W drugim treningu Alonso ustanowił najlepszy czas dnia. Kolejny w klasyfikacji George Russell stracił do niego dwie dziesiąte sekundy a trzeci Max Verstappen – trzy dziesiąte.
Po rozczarowującym GP Bahrajnu, w trakcie którego Aston dysponował piątym najszybszym bolidem w stawce, Dżudda daje ekipie z Silverstone powody do optymizmu. Alonso zachowuje jednak ostrożność.
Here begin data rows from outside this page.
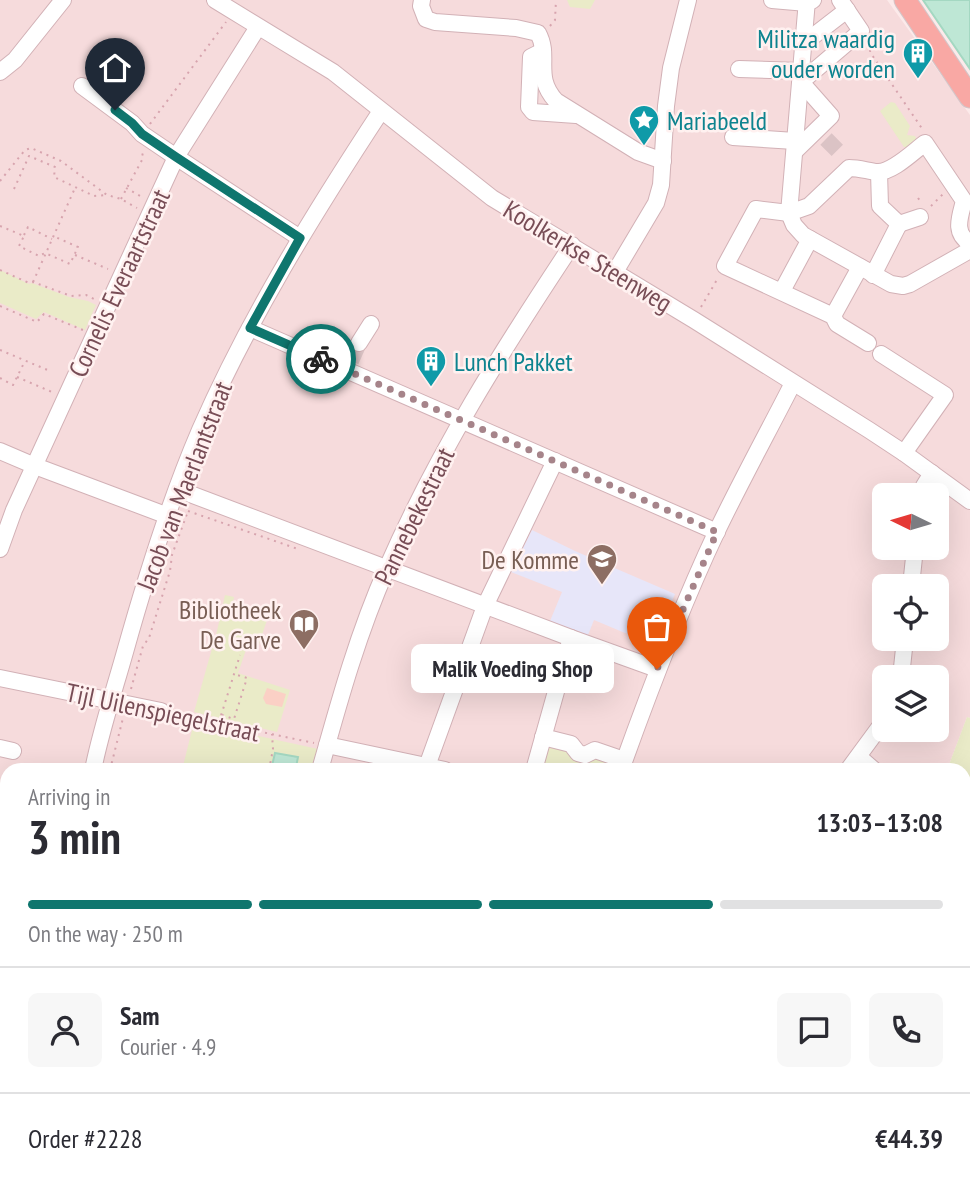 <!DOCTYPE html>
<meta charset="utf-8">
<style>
:root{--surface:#fff;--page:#f7f7f7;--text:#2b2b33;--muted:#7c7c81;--line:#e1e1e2;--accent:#0f766e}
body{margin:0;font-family:"PT Sans Narrow",sans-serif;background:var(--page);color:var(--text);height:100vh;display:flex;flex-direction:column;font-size:26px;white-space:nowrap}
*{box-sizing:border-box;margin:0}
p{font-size:23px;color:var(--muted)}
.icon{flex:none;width:38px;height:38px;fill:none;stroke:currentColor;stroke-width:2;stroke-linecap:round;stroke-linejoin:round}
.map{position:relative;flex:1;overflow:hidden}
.drawer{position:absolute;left:0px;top:763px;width:971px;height:436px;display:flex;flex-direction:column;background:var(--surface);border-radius:21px 21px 0 0;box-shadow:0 7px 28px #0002}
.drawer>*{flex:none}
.needle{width:46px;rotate:275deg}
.fabs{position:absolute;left:872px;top:483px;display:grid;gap:14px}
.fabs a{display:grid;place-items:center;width:77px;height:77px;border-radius:10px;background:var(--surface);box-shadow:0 7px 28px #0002;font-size:35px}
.pin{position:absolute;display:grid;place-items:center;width:60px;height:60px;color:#fff;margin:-72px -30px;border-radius:50% 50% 50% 0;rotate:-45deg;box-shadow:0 0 7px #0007}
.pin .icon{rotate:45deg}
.courier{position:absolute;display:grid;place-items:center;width:70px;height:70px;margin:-35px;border:5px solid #0f766e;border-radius:50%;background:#fff;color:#222;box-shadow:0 2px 9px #0007}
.bubble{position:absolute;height:49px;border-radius:10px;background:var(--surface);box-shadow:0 7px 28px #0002;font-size:23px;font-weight:700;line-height:49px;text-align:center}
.head em{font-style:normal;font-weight:700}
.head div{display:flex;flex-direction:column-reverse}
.head{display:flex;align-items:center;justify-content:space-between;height:119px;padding:0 28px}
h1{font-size:46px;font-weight:700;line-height:52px}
.bar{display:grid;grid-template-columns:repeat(4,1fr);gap:10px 7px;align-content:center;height:84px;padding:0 28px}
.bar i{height:9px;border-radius:5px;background:var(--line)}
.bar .current{background:var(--accent)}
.bar p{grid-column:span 4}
.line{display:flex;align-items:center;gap:18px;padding:0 28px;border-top:2px solid var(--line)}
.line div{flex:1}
.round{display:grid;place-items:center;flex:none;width:74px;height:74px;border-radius:10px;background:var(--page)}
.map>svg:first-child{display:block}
.residential{fill:#f6dbdc;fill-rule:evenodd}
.industrial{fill:#e9dcde}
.education{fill:#e7e6f9}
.green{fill:#eaebc8}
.sand{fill:#fbd0c5}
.water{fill:#bee7d5;stroke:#a4d8c2;stroke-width:2}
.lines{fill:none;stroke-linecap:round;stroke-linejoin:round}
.minor-tunnel{stroke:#dbc3c5;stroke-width:16;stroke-dasharray:16 8;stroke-linecap:butt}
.minor-casing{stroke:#d2b1b6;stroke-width:18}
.major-casing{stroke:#d4c6c9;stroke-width:23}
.path{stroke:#d7a4ae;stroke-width:2;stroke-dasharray:2 5;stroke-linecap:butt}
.minor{stroke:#fff;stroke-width:16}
.major{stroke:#f9a8a4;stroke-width:21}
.done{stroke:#a6848a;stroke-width:7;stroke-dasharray:0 12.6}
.route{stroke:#0f766e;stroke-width:9}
.labels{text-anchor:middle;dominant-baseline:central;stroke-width:5;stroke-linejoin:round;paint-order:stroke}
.culture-label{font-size:26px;fill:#0d838f;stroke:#fff1f0;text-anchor:start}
.street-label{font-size:26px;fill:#784d56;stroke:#fff1f0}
.education-label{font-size:26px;fill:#785e54;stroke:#fff1f0;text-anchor:end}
</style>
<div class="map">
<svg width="970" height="1198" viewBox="0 0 970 1198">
<rect width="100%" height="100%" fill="#fceaea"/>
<g class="residential">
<path d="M0,0H887L970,115V718L967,717L947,770H7V1154L0,1153ZM884,495H936V548H884ZM884,586H936V639H884ZM884,677H936V730H884Z"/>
<polygon points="964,794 970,796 970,1011 964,1014"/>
<polygon points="970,1030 970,1198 776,1198 774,1192 964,1192 964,1032"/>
<polygon points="10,1192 601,1192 601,1198 9,1198"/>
</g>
<polygon class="industrial" points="0,1153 7,1154 7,1192 10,1192 9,1198 0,1198"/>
<polygon class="education" points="532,530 575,551 675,594 653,645 644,641 646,634 637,631 635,635 625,633 594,620 588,635 550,621 562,592 511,572"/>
<g class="green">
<polygon points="567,0 595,0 590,9 570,7"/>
<polygon points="891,102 895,103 910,126 907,135 915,136 917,141 913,149 904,147 880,111"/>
<polygon points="0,270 29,284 32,283 69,297 88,301 96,305 85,330 44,312 36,319 0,303"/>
<polygon points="225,595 234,597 232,607 267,620 257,650 247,647 238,673 290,690 277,732 194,712 217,631"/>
<polygon points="967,717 970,718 970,796 964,794 964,770 947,770"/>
<polygon points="194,722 318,749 312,770 182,770"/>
<polygon points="546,741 615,761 613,770 538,770"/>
</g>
<polygon class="sand" points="267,688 286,694 282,707 266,704 263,698"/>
<g class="water">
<polygon points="923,0 970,0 970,69"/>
<polygon points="275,753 298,757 296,767 276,764 274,770 271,770"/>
</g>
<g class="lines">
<g class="minor-tunnel">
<polyline points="826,139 843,156"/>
<polyline points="351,361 359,343"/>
</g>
<g class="minor-casing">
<g id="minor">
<polyline points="215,0 333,72 492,198 694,320 869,430 904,453 970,501"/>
<path d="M422,0L421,6L426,19L435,22L516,28L538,33C551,57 533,76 556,101L638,152L663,161"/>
<polyline points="772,0 807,3 813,0"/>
<polyline points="807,0 789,213 794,225 803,235 891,284 903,286 910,284 970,250"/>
<polyline points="803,44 847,10"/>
<polyline points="543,51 531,57 529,107 533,112 576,115"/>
<polyline points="739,69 801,71"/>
<polyline points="0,72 15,60 63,0"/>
<polyline points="82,86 132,123 142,134 176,157 300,238"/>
<polyline points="733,137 795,141"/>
<polyline points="795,151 831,116 801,82 861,31 840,0"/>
<polyline points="899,224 920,217"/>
<polyline points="615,272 656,203 661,185 666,106 671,68 688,0"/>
<polyline points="873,275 899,224 880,206 879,172"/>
<polyline points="782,291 810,239"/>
<polyline points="833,316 860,267"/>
<polyline points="250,328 717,532"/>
<polyline points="359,343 371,324"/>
<path d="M868,343L837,324L833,316L725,266L756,209L789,213L809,206L849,168C859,168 868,171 877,172C892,173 913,152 925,143L964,201C960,217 953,233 970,243"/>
<polyline points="881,354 945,395 904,453"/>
<polyline points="0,451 35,466 168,516"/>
<polyline points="177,489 571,638"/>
<polyline points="921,495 924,486 932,473"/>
<polyline points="0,549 14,510 176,157 258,27"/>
<polyline points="911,586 915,548"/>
<polyline points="901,677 905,639"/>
<polyline points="0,678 161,711"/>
<polyline points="543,737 571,744 578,753 585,755 595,750 624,760"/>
<polyline points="327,745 445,770"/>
<polyline points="0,748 13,751"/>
<polyline points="859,757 874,770"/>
<polyline points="427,766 485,606 555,461"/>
<path d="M93,770C101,730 114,691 125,652C146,577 169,502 200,430C249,318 314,213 381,111"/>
<path d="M320,770C339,702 358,633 387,568C437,453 503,349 572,245"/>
<polyline points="534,770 571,638 657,669"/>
<path d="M621,770C650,689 680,609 717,531C741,481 768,432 793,383"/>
<polyline points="848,770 884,721"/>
<polyline points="964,818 970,820"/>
<polyline points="0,991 7,992"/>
<polyline points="964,1024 970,1022"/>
<polyline points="750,1192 752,1198"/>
</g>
</g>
<g class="major-casing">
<g id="major">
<polyline points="905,0 970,97"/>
<polyline points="0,1153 7,1154"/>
<polyline points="719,1192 727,1198"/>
</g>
</g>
<g class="path">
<polyline points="550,26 555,20 556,0"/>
<polyline points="871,43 870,52 923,130"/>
<polyline points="150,124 226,22"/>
<polyline points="0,181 25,150 31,148 61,161 107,195 121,199 137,208"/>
<polyline points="126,188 142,197"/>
<polyline points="14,189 29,156 55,167 54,177 94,196 106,195"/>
<polyline points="918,198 922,203"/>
<polyline points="121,199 142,160 143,156 141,150"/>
<polyline points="931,206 944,193"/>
<polyline points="0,226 24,236 19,246 39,256 45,253 70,264 78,247 53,236"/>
<polyline points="24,235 28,227 52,239"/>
<polyline points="75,255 108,269"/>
<polyline points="0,270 29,283 33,282 71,296 86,295 94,299"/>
<polyline points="33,282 75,188"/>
<polyline points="0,306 37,322 44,314 83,330"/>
<polyline points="701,307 718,278"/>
<polyline points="0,350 50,371"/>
<polyline points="17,377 52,392"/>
<polyline points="0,378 13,385 25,361"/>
<polyline points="188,511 298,549"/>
<polyline points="131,689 143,646 149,638 170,571 172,555 188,511"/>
<polyline points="176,714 314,743"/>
<polyline points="222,715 234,719 247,678 234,674"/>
<polyline points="219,722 240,655"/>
<polyline points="110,770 123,718"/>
<polyline points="269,770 273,749 272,734"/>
<polyline points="615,1192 616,1198"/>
</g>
<use href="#minor" class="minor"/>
<use href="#major" class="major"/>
</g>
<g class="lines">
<polyline class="done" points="321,359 717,532 657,669"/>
<polyline class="route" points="115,110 132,123 142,134 176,157 300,238 250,328 321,359"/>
</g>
<defs>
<g id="building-pin" transform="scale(1.575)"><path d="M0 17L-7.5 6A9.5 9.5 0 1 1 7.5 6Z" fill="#0f9aa8" stroke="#fff1f0"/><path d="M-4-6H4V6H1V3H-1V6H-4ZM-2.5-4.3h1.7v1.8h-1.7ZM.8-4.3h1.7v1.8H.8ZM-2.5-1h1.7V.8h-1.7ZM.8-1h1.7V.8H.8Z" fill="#fff"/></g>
<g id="sight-pin" transform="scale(1.575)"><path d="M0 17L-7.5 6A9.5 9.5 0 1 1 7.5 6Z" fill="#0f9aa8" stroke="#fff1f0"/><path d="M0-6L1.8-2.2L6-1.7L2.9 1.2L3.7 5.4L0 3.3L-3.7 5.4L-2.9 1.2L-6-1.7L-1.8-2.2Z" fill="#fff"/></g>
<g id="school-pin" transform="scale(1.575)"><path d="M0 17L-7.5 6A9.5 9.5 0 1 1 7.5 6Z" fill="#8d6e63" stroke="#fff1f0"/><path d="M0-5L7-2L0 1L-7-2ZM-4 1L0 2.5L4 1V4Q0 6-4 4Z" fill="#fff"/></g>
<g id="library-pin" transform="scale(1.575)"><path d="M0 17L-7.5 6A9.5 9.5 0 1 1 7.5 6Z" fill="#8d6e63" stroke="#fff1f0"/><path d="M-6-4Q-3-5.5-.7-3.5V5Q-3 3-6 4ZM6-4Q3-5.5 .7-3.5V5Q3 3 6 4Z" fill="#fff"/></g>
</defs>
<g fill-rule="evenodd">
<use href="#building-pin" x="918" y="53"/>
<use href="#sight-pin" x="644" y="120"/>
<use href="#building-pin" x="431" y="361"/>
<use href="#school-pin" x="602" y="559"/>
<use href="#library-pin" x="304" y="624"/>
</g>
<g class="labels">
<g class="culture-label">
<text x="895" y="38" text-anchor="end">Militza waardig<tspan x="895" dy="30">ouder worden</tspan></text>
<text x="667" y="120">Mariabeeld</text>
<text x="454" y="361">Lunch Pakket</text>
</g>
<g class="street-label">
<text transform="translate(588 256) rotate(31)">Koolkerkse Steenweg</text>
<text transform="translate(119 283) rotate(-65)">Cornelis Everaartstraat</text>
<text transform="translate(184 486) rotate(-69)">Jacob van Maerlantstraat</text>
<text transform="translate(414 516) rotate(-64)">Pannebekestraat</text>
<text transform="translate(163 712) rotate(12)">Tijl Uilenspiegelstraat</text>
</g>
<g class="education-label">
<text x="579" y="559">De Komme</text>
<text x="281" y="609">Bibliotheek<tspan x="281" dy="30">De Garve</tspan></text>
</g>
</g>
</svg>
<div class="fabs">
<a><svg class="needle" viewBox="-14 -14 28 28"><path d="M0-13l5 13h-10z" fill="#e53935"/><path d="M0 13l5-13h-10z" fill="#7c7c81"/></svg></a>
<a><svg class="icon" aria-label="locate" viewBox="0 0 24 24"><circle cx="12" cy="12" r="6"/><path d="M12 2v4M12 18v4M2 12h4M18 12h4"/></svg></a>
<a><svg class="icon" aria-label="layers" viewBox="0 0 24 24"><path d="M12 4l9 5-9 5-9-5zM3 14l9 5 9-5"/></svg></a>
</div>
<div class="pin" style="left:657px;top:669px;background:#ea580c"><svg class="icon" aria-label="bag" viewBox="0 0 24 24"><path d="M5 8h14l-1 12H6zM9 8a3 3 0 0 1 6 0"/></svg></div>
<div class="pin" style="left:115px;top:110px;background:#1f2937"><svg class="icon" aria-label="home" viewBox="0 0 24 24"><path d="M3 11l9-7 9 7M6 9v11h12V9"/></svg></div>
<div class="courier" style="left:321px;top:359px"><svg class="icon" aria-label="bike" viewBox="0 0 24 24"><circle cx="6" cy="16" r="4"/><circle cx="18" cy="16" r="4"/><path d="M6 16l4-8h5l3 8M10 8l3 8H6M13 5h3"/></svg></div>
<div class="bubble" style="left:411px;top:644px;width:203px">Malik Voeding Shop</div>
<section class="drawer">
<div class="head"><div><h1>3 min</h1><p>Arriving in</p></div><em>13:03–13:08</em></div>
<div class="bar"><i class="current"></i><i class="current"></i><i class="current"></i><i></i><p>On the way · 250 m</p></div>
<div class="line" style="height:126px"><a class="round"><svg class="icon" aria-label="person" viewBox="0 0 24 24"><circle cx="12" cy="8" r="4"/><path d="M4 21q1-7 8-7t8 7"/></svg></a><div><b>Sam</b><p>Courier · 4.9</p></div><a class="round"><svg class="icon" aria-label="chat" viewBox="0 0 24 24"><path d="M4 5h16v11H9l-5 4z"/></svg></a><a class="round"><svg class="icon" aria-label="phone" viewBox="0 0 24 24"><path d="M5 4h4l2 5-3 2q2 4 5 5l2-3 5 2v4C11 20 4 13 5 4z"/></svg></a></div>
<div class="line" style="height:91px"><div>Order #2228</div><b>€44.39</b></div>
</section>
</div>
„Czuję się dobrze, ale oczywiście to tylko treningi. Z reguły jesteśmy podczas nich w lepszej formie, niż w kwalifikacjach. Pokazał to ubiegły rok i ostatni weekend w Bahrajnie. Myślę, że realizujemy inną strategię w zakresie obciążenia paliwem, trybów pracy silnika i tak dalej”.
„Kontynuujemy nasz program. Jeśli chodzi o sam bolid, to tak naprawdę nie doświadczyliśmy z nim żadnych problemów. Mamy także dość szerokie możliwości w zakresie doboru ustawień na piątek. Podsumowując, za nami bardzo udany dzień”.
Wybiegając w przyszłość, ku kwalifikacjom, Alonso stwierdził, że
„nie ma pojęcia”, gdzie obecnie plasuje się jego ekipa, bo
„nie widział jeszcze żadnych danych”.
Zespołowy partner Alonso z Astona Martina – Lance Stroll, ukończył FP2 z szóstym czasem i stratą pięciu dziesiątych sekundy do lidera.